Set down, please, exactly the lines below that run from the line with "g.rotate((+turn || 0) * Math.PI / 180);" to the line with "M 600,295 L 749,136 L 779,118", both lines included.
(Beginning of DATA LISTING)
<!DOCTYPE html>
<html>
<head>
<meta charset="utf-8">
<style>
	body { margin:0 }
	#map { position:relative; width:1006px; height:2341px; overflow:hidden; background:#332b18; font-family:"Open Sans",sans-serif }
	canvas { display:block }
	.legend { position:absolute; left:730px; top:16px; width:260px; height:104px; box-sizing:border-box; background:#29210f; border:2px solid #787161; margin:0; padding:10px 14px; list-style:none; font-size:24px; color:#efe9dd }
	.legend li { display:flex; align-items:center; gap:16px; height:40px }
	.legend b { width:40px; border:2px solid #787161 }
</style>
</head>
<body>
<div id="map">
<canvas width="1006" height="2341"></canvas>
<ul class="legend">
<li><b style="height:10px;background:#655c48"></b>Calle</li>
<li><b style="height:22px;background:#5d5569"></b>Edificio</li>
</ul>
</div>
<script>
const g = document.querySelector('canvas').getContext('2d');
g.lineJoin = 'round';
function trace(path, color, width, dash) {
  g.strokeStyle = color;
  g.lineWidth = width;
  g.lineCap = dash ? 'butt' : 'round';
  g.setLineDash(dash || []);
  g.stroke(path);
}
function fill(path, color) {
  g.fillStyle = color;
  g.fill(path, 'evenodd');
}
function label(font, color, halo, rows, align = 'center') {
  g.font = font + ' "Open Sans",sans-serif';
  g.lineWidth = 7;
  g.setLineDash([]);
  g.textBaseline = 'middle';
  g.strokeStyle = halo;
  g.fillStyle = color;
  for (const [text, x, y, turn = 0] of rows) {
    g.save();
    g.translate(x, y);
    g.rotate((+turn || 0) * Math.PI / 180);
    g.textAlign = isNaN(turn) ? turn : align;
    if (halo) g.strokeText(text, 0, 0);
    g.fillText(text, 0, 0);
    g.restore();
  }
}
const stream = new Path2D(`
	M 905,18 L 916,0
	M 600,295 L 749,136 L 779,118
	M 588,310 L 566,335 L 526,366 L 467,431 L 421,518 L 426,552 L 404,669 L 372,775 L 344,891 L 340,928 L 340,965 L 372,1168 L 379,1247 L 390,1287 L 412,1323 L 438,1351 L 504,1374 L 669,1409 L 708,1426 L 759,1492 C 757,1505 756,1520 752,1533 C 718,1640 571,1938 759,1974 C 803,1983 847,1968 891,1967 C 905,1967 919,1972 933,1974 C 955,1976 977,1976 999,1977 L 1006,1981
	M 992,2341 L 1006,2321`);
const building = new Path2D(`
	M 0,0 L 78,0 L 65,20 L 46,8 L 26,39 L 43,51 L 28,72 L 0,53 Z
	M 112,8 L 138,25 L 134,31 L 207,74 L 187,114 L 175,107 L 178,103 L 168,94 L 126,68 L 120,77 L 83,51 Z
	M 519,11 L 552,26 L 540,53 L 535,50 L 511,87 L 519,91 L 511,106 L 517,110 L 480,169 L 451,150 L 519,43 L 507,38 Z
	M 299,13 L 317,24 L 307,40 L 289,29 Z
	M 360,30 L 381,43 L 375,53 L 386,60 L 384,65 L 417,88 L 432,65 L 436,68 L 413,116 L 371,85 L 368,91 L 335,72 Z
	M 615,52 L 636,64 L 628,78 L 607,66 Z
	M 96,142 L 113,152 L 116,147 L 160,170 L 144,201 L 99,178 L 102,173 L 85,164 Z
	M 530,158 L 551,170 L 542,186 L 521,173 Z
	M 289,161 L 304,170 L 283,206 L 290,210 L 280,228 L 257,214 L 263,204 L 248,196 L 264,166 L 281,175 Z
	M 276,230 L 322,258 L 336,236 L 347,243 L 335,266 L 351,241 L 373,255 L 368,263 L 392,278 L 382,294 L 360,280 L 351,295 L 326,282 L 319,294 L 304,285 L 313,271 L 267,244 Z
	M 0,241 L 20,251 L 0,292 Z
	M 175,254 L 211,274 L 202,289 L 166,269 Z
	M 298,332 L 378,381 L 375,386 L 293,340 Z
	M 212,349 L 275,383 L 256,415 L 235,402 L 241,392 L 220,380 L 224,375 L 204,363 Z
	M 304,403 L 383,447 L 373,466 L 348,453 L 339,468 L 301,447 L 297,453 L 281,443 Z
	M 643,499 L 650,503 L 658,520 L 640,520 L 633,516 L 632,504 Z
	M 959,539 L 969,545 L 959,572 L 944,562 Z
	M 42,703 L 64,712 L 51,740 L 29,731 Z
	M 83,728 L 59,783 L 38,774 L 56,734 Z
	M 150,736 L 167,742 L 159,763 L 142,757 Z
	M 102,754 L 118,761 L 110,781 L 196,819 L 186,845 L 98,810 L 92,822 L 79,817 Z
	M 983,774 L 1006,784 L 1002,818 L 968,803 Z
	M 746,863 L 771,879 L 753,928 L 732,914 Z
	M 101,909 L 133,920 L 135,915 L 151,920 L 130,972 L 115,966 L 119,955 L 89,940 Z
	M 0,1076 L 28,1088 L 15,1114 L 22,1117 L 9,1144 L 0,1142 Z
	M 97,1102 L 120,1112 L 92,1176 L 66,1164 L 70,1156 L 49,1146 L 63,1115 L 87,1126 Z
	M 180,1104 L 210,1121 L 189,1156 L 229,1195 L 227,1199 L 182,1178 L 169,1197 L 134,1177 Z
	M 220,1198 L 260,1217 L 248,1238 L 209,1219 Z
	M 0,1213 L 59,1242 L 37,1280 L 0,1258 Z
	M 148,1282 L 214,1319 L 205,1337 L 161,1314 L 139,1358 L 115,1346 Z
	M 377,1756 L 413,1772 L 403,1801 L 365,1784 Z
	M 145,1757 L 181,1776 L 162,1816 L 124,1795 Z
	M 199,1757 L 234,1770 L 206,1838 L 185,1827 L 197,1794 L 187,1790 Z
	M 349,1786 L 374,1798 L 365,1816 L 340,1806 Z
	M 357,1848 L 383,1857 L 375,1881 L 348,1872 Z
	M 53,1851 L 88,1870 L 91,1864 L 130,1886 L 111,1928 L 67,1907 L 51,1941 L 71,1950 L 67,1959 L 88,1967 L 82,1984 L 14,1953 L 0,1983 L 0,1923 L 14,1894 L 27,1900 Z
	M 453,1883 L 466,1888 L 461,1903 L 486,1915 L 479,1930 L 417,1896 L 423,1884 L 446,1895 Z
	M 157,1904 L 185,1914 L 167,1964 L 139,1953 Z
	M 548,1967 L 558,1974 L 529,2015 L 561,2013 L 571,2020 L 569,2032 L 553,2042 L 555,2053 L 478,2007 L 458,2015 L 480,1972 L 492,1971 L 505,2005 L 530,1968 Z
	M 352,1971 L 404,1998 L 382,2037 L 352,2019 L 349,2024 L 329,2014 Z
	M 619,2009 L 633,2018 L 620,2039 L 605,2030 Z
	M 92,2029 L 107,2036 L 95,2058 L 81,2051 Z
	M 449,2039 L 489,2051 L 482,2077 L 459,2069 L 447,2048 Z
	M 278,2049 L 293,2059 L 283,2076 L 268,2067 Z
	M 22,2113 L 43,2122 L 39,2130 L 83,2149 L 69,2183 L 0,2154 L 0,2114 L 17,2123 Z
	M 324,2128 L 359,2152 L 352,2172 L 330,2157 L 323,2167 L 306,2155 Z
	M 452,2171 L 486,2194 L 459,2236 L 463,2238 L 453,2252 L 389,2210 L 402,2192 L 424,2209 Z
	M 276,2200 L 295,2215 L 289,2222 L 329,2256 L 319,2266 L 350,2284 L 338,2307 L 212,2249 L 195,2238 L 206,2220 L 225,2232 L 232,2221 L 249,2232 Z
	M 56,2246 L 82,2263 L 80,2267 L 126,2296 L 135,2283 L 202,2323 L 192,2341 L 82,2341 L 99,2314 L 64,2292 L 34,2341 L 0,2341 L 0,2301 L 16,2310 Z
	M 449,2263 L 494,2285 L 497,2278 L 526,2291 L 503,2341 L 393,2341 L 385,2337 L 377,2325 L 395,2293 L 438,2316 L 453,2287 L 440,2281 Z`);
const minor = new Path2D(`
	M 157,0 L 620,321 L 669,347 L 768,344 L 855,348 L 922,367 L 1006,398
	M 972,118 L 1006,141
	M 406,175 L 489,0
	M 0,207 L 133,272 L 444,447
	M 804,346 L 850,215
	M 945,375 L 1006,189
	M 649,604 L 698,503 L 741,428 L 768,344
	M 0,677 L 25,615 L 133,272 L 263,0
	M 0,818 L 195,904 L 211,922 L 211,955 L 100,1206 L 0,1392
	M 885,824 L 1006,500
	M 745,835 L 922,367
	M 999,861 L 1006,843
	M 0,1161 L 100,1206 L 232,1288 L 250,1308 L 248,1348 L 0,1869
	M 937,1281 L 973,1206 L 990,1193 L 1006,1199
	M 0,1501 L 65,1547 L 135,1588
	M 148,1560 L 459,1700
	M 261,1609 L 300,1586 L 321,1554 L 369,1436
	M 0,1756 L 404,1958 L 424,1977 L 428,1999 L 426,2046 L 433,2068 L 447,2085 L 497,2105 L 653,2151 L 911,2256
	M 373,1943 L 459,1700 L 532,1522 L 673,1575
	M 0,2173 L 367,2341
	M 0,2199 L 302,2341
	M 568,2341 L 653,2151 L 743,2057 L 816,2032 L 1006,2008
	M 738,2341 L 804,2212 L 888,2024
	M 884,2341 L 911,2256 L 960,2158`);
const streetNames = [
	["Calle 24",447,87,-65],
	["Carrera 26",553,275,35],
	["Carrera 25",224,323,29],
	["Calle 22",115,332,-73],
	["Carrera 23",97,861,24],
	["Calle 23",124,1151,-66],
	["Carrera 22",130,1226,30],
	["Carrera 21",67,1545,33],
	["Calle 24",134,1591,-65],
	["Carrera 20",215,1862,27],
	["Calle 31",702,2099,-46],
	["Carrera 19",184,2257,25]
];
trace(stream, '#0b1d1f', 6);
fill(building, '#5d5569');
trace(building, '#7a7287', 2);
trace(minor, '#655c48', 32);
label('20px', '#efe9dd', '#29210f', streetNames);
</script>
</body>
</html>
(End of DATA LISTING)
TASK SOLUTION:
    g.rotate((+turn || 0) * Math.PI / 180);
    g.textAlign = isNaN(turn) ? turn : align;
    if (halo) g.strokeText(text, 0, 0);
    g.fillText(text, 0, 0);
    g.restore();
  }
}
const stream = new Path2D(`
	M 905,18 L 916,0
	M 600,295 L 749,136 L 779,118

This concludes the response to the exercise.